An obvious problem with these definitions is that they fundamentally depend on subjectively defined averaging scales. This fuzziness is also reflected in numerical climate modelling since Global Climate Models (GCM’s) are fundamentally the same as weather models but at lower resolutions, with a different assortment of subgrid parametrisations and they are coupled to ocean models and – increasingly – to carbon cycle, cryosphere and land use models. Consequently, whether we define the climate as the long-term statistics of the weather, or in terms of the long-term interactions of components of the “climate system”, we still need an objective way to distinguish it from the weather. These problems are clearly compounded when we attempt to objectively define climate change.
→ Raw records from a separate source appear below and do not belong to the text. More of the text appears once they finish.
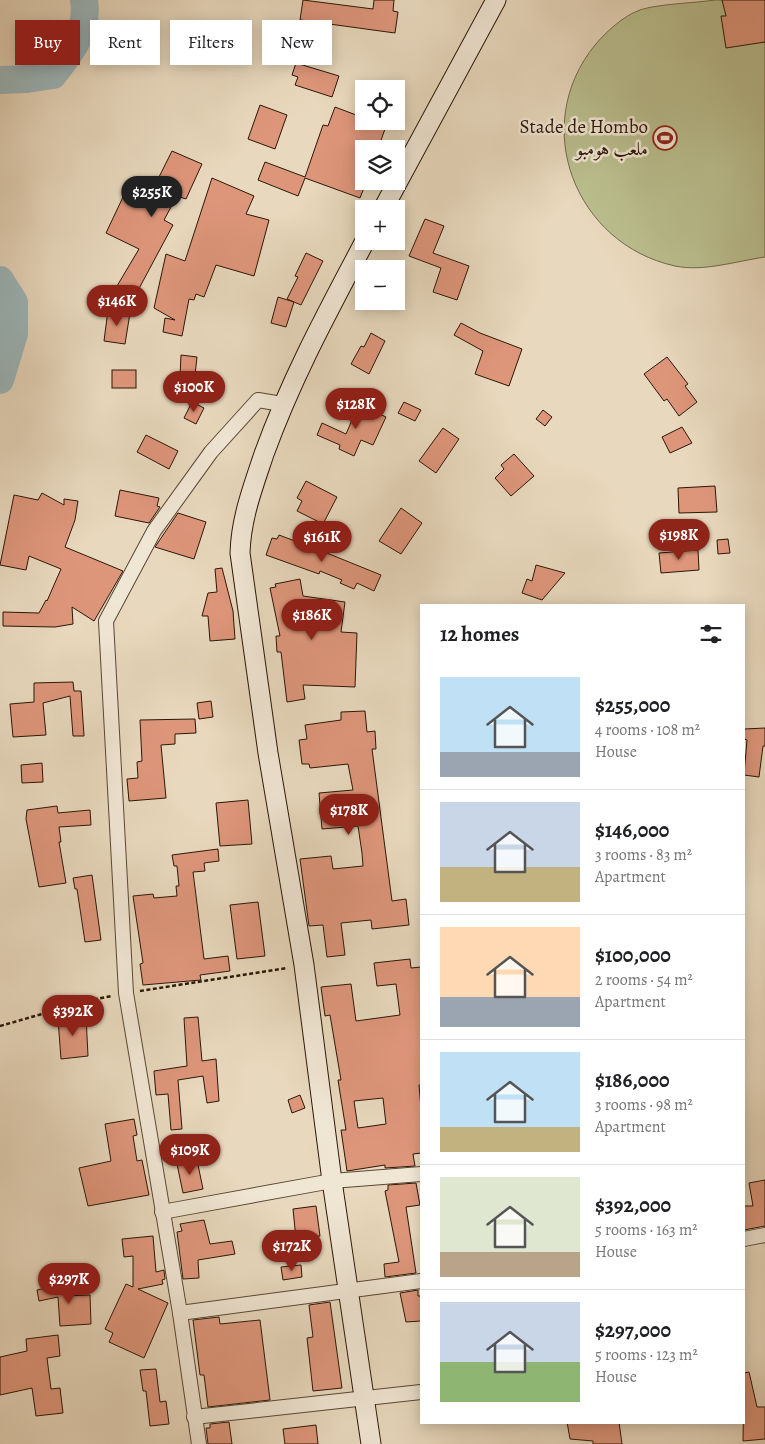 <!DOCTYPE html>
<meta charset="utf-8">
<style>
body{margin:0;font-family:Alegreya,Amiri,serif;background:#f6f6f6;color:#202124;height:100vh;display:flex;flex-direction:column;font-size:19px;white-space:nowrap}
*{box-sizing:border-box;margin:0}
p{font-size:16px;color:#757577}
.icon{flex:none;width:28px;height:28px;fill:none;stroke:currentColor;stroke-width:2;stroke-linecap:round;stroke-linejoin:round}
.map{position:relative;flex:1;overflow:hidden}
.panel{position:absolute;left:420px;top:604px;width:325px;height:820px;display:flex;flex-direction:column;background:#fff;border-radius:0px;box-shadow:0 2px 12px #0003}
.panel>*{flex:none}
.guide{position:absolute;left:15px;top:20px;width:330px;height:45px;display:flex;gap:10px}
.buttons{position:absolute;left:355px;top:80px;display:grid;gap:10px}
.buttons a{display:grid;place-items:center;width:50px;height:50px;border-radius:0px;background:#fff;box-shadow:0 2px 12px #0003;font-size:25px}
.price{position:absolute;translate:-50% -42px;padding:0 11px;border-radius:18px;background:#8f2418;color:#fff;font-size:16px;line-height:32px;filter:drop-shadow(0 1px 2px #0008)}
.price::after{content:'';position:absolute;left:50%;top:30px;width:15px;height:11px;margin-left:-8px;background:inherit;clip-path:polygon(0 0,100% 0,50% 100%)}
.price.on{background:#222;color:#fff}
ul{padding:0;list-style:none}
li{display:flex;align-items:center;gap:15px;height:125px;padding:0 20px}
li+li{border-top:1px solid #e0e0e0}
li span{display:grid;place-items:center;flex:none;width:140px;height:100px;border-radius:0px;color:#555}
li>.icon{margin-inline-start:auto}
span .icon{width:60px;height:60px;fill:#fffc;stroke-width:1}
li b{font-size:21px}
h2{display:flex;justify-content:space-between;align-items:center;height:60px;padding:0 20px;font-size:21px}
.pill{padding:0 18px;border-radius:0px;background:#fff;box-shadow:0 2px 12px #0003;font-size:18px;line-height:45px}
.pill.on{background:#8f2418;color:#fff}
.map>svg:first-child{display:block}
.green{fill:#babe8e;stroke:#726a4a}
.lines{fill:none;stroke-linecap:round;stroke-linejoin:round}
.river{stroke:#9cb7bc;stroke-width:28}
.building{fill:#de967b;stroke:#2b1607;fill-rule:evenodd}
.street-casing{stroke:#5a4634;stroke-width:16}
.secondary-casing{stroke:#2b1607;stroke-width:21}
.path{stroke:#2b1607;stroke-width:2.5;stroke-dasharray:4 2.5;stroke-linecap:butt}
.street{stroke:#f0e6d4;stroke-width:14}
.secondary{stroke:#f0e6d4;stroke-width:19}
.labels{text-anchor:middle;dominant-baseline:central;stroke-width:5;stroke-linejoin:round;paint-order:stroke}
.poi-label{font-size:19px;fill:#2b1607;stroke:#f0e6d4;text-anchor:end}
</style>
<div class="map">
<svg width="765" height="1444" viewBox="0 0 765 1444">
<rect width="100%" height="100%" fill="#e8d8bd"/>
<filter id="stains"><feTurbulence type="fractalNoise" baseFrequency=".004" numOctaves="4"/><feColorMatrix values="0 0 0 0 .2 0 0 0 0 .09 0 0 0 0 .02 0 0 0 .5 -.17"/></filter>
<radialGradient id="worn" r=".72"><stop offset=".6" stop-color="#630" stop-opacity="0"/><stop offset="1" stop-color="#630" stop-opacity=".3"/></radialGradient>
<path class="green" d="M715 0H765V257C737 261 703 272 675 266 575 244 529 126 595 45 606 32 623 16 640 10 657 4 695 3 715 0Z"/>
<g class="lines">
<g class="river">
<path d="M0 80 27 79 53 75C71 52 89 30 84 0"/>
<polyline points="0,280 14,302 14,334 0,380"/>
</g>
</g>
<g class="building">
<polygon points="303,0 373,9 374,0 394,0 393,11 398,12 395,33 300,20"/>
<polygon points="722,0 765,0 765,42 726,48 721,16 726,16"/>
<polygon points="296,63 339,76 332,97 295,85 298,77 292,75"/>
<polygon points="260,105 287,115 275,149 248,139"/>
<polygon points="335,107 364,118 364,121 374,121 386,126 378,149 364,149 364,188 360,198 305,178 298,196 258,180 265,162 305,177 323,125 328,126"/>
<polygon points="172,151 202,164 186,199 177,196 164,220 173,225 135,296 117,286 139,249 106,233 123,197 144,207"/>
<polygon points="212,178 254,196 246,214 269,220 254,276 216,265 204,297 196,294 194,300 189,299 182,336 163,332 165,318 175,320 154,308 166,254 185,261"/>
<polygon points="425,219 444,226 433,253 469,266 457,300 433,292 441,268 409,256"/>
<polygon points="306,253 323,261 301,305 287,299 298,277 295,276"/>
<polygon points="278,297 294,302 286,327 271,323"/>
<polygon points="108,310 130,313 125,344 104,341"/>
<polygon points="461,323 480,333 522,349 509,386 475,374 483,351 454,335"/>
<polygon points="371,333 385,341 369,374 351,364 361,346 364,347"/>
<polygon points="181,355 197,357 193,393 169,391 171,375 180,376"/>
<polygon points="667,357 688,384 685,386 697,402 679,416 667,399 664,401 644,374"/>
<rect x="112" y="370" width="24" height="18"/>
<polygon points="192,402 204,408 196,424 184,418"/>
<polygon points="404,402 421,410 415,421 398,413"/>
<polygon points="359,404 386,417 373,445 361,440 354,456 339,449 340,445 317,435 322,423 346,434"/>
<polygon points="543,410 552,417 545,426 536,419"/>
<polygon points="682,427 692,443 670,453 662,437"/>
<polygon points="443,428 459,439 436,473 419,461"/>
<polygon points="146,435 178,451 169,469 137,452"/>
<polygon points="514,454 534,476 511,496 495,478 504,469 501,465"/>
<polygon points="306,481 337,497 323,524 297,511 302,501 297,498"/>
<polygon points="715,486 717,512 679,513 678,488"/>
<polygon points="120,490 159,498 157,506 160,507 149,523 115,516"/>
<polygon points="42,493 64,505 64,499 78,501 75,520 65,547 123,571 94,621 72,607 73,624 55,627 3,626 3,612 39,613 46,600 47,601 61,569 29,556 26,570 0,565 14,495 38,500"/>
<polygon points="401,508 422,523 401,554 379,541"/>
<polygon points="178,513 206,522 194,559 155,547"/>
<polygon points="279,535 295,541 315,553 317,549 381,575 374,591 357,583 354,589 340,583 342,580 320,571 319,574 266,555 272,538 277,539"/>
<polygon points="728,539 730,553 718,554 717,540"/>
<polygon points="698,550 699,570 661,573 659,553"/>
<polygon points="536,565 565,573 542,600 522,593 527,579 532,581"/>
<polygon points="222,568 233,611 235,639 210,641 208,616 202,616 208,593 217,592 215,569"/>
<polygon points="300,579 303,596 345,602 341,632 357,633 355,687 303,685 305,699 287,702 281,652 277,652 276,636 280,636 270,588 276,587 275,584"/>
<polygon points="73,682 74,691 81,691 84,736 73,736 70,696 43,703 46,735 13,737 10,704 34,702 34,683"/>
<polygon points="211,701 213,717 199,719 197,703"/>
<polygon points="365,711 367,732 375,731 376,749 372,749 392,901 406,899 409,925 372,929 371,920 341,923 345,955 327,957 323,925 309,926 300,859 331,856 333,869 363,866 362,853 358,826 322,829 319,793 353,790 348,764 310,768 309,764 302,764 299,740 307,739 305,725 341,720 341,712"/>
<polygon points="195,719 196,733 175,734 175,744 161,745 166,798 129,801 127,779 138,778 137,762 142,761 140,720"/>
<polygon points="765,728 765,746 763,746 759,777 744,775 747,740 744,739 744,729"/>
<polygon points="42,763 43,782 22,783 21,765"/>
<polygon points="248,800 252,844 220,846 216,803"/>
<polygon points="57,806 58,813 90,810 91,825 59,827 61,842 59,842 66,883 39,887 26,819 27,810"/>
<polygon points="218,849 219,861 204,863 205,871 193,872 204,959 228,956 230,971 200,975 201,980 143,985 140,964 143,963 133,896 153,894 154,898 177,896 176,886 179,886 177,866 174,866 172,855"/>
<polygon points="92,875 101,940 85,942 77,889 75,889 73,878"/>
<polygon points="258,902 265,956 237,959 230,905"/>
<path d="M410 959 411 968 421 967V1085H419L421 1108V1153L413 1154 415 1166 385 1168V1165L347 1171 341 1130H346L338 1080H341L330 1015 325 1016 321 987 351 984 356 1021 400 1015 396 984 377 986 374 963ZM383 1098 386 1124 358 1128 354 1101Z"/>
<polygon points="86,1016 88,1056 61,1059 58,1019"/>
<polygon points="198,1017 202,1061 216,1059 219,1101 207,1103 203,1076 178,1080 182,1129 171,1130 168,1094 156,1095 154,1071 187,1066 184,1018"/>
<polygon points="300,1095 305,1108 292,1113 288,1100"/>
<polygon points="134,1119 137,1135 133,1136 137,1161 142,1160 149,1195 88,1206 79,1168 111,1161 105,1124"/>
<polygon points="197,1160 203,1189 183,1193 177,1164"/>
<polygon points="765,1180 765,1226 744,1230 744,1206 753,1206 749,1183"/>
<polygon points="416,1183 420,1205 406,1207 416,1273 385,1277 384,1264 399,1262 385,1191 388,1190 388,1185"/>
<polygon points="316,1206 320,1236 296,1239 293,1209"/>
<polygon points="204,1220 210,1244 232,1241 235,1254 198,1260 199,1278 183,1279 177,1232 182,1231 180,1224"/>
<polygon points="153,1236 156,1272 164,1270 165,1279 162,1280 163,1284 138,1289 168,1303 144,1358 109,1342 113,1333 105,1329 126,1284 133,1287 133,1256 124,1257 122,1239"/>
<polygon points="301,1265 302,1277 283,1280 281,1267"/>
<polygon points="66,1283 67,1295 65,1296 90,1295 91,1324 60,1326 58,1297 39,1301 37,1290"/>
<polygon points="418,1290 418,1296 421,1296 421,1321 406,1322 400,1293"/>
<polygon points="330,1302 342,1388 313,1391 307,1338 313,1337 309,1305"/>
<polygon points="219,1317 220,1324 260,1320 270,1400 208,1407 204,1375 200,1375 193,1320"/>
<polygon points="58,1335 60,1356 47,1358 51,1389 60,1388 63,1413 36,1416 32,1388 0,1395 0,1357 27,1351 26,1339"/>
<polygon points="156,1369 160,1402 166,1401 169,1424 150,1426 146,1391 143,1391 140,1370"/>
<polygon points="749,1372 757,1407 765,1407 765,1439 743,1441 744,1373"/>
<polygon points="229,1422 232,1444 208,1444 206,1428 210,1428 210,1424"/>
<polygon points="567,1422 619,1422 622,1444 593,1444 593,1441 570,1439"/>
<polygon points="316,1425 318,1444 285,1444 283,1429"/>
</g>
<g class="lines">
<g class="street-casing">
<g id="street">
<polyline points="162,1212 332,1181 421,1174"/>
<polyline points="744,1239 765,1235"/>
<polyline points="180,1313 421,1281"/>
<polyline points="194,1417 421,1392"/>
<polyline points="199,1444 180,1313 126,993 106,621 154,531 211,452 258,400 282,404"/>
</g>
</g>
<g class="secondary-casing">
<g id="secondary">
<polyline points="383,209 496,0"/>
<path d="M365 241C327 313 292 377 264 454 253 487 241 518 240 553L268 753 304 965 332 1181 371 1444"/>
</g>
</g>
<g class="path">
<polyline points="140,991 287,968"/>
<polyline points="0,1026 91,1000 112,996"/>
</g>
<use href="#street" class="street"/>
<use href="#secondary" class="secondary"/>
</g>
<defs>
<g id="stadium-ring" transform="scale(1.25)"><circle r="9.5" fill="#f0e6d4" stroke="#8f2418" stroke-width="1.5"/><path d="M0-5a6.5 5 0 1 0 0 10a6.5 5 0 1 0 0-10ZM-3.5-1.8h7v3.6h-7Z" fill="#8f2418"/></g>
</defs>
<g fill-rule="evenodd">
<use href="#stadium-ring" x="665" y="138"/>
</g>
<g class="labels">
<g class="poi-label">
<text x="648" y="127">Stade de Hombo<tspan x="648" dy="22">ملعب هومبو</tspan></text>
</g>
</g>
<rect width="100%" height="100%" filter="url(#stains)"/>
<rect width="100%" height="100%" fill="url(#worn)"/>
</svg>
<div class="buttons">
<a><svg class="icon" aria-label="locate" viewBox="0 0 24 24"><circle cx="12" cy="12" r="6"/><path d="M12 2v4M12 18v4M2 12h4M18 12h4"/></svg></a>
<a><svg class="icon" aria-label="layers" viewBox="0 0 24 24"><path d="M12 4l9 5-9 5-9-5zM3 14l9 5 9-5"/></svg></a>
<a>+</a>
<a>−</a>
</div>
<b class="price on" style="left:152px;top:218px">$255K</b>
<b class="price" style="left:117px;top:327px">$146K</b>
<b class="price" style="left:194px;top:413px">$100K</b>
<b class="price" style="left:356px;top:430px">$128K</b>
<b class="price" style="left:679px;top:561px">$198K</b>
<b class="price" style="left:322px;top:563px">$161K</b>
<b class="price" style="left:312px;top:641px">$186K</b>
<b class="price" style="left:349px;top:836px">$178K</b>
<b class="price" style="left:73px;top:1037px">$392K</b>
<b class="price" style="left:190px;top:1176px">$109K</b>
<b class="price" style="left:292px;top:1272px">$172K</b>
<b class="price" style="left:69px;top:1305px">$297K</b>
<div class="guide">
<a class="pill on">Buy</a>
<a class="pill">Rent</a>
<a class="pill">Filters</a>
<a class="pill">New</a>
</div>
<section class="panel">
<h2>12 homes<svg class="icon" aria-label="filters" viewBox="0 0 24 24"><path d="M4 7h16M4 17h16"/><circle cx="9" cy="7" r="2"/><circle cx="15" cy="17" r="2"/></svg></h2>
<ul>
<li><span style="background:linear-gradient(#bfe0f5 75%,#9aa5b1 0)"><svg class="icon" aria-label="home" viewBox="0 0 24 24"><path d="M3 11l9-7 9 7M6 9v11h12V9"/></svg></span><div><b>$255,000</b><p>4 rooms · 108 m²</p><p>House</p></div></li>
<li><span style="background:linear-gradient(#c9d6e8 65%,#c2b280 0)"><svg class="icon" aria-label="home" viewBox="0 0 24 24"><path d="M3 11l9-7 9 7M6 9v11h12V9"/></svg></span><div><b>$146,000</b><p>3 rooms · 83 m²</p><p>Apartment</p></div></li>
<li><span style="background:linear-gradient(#ffd9b3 70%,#9aa5b1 0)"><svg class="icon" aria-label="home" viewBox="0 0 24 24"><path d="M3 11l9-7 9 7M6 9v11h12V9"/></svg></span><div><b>$100,000</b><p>2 rooms · 54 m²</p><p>Apartment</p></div></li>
<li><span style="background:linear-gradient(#bfe0f5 75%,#c2b280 0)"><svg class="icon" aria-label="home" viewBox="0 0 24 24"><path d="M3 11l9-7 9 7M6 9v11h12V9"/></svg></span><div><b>$186,000</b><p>3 rooms · 98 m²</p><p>Apartment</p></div></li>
<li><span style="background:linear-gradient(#dfe7d0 75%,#b9a48a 0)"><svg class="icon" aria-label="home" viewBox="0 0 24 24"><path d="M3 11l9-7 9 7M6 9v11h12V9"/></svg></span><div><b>$392,000</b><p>5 rooms · 163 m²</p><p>House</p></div></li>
<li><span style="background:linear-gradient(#c9d6e8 60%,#8fb573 0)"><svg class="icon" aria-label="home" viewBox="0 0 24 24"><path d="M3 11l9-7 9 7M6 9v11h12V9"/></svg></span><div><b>$297,000</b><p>5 rooms · 123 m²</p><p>House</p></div></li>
</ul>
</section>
</div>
However, there is yet another difficulty with this and allied definitions: they imply that climate dynamics are nothing new: that they are simply weather dynamics at long time scales. This seems naïve since we know from numerous examples in physics that when processes repeat over wide enough ranges of space or time scale they typically display qualitatively new features so that over long enough time scales we expect that new climate laws should emerge from the higher frequency weather laws. These qualitatively new emergent laws could simply be the consequences of long range statistical correlations in the weather physics in conjunction with qualitatively new climate processes – due to either internal dynamics or to (external) orbital, solar, volcanic or anthropogenic forcings - their nonlinear synergy giving rise to emergent laws of climate dynamics.